I chat one-on-one with each client before signing up for services, so I can get to know your story, preferences, and dietary restrictions. I can happily accommodate gluten-free/celiac diets, allergies, and restrictions, as well as those looking to achieve personal goals such as weight loss and athletic performance.

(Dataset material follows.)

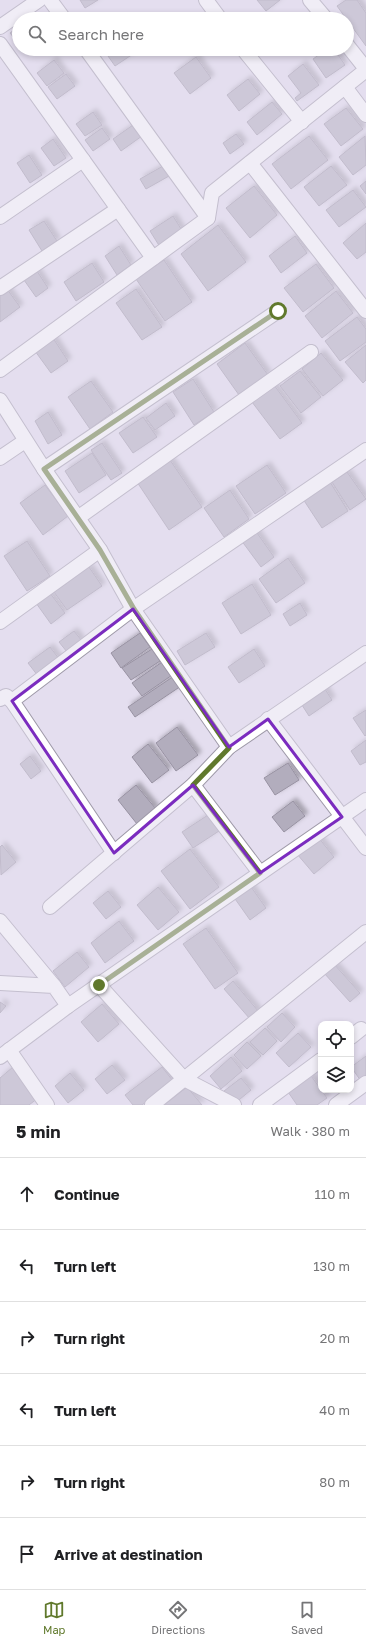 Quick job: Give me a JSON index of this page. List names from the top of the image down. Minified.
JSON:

Please note: I am a cook, not a registered dietician. I can work in conjunction with your coaches, doctors, or dieticians to help tailor a meal plan that works for you! I cannot, however, treat or diagnose anything. Although I believe food is medicine, I am a chef, not a doctor.
Menu
SUMMER ‘24
3 SISTERS SUMMER SALAD | (v/GF)
This summertime trio of corn, beans, and squash are a nutritional powerhouse. Featuring summer squash and white corn from Hopewell Farms, heirloom Pennsylvania cedar-braised beans, and local wild greens, this cold salad gets its crunch from toasted pepitas.

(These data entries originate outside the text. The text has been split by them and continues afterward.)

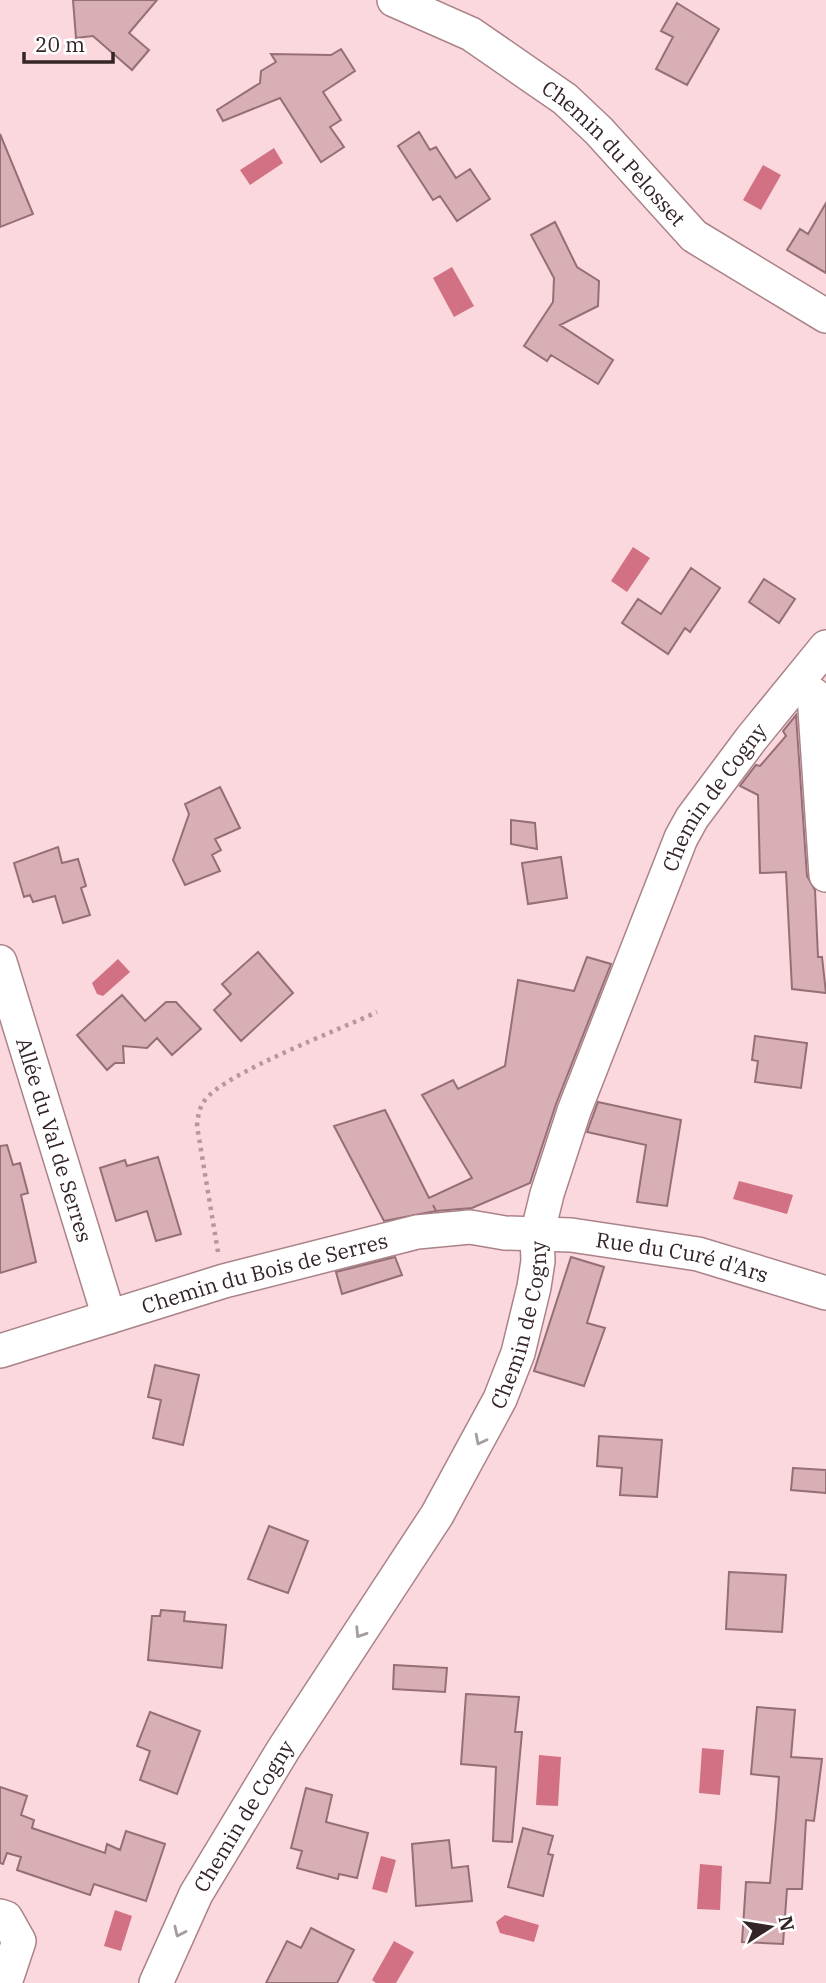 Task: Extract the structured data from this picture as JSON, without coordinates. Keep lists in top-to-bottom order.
{
  "streets": {
    "street": [
      "Chemin du Pelosset",
      "Chemin de Cogny",
      "Allée du Val de Serres",
      "Rue du Curé d'Ars",
      "Chemin du Bois de Serres"
    ]
  },
  "crossings": [
    ["Chemin de Cogny", "Rue du Curé d'Ars"],
    ["Chemin de Cogny", "Chemin du Bois de Serres"],
    ["Allée du Val de Serres", "Chemin du Bois de Serres"],
    ["Rue du Curé d'Ars", "Chemin du Bois de Serres"]
  ],
  "one_way": ["Chemin de Cogny"],
  "scale_bar": "20 m",
  "north": "right"
}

Vegans, enjoy! This is a complete meal by itself - the complex carbs from the corn, protein-rich thicket beans and vitamin-packed squash make this salad the total nutritional package. +4 per portion to add grilled salmon or chicken thigh.
BROWN BUTTER SALMON WITH HAZELNUT RELISH | (P)
Served with a fresh fennel date salad and wild rice pilaf, this savory salmon dish is full of Omega-3's and whole, healthy fats. This week's vegetables are coming to you straight from Doublebrook farms, and the fennel is in peak season.
CURRIED STEAK (OR TOFU) WITH PICKLED CUCUMBER, BUTTER LETTUCE, AND CASHEW SAMBAL | (V/GF)
The tender, flavorful skirt steak takes center stage in this week's beef dish, thanks to our beef purveyor, Darke Pines. A crispy, curry and black pepper crust take center stage on the steak. It's paired with tender, bright-green butter lettuce from Doublebrook Farms -- eat this as a wrap! Perfect in the hot summer months when turning on the oven just doesn't cut it. Can be made with tofu as a vegan option.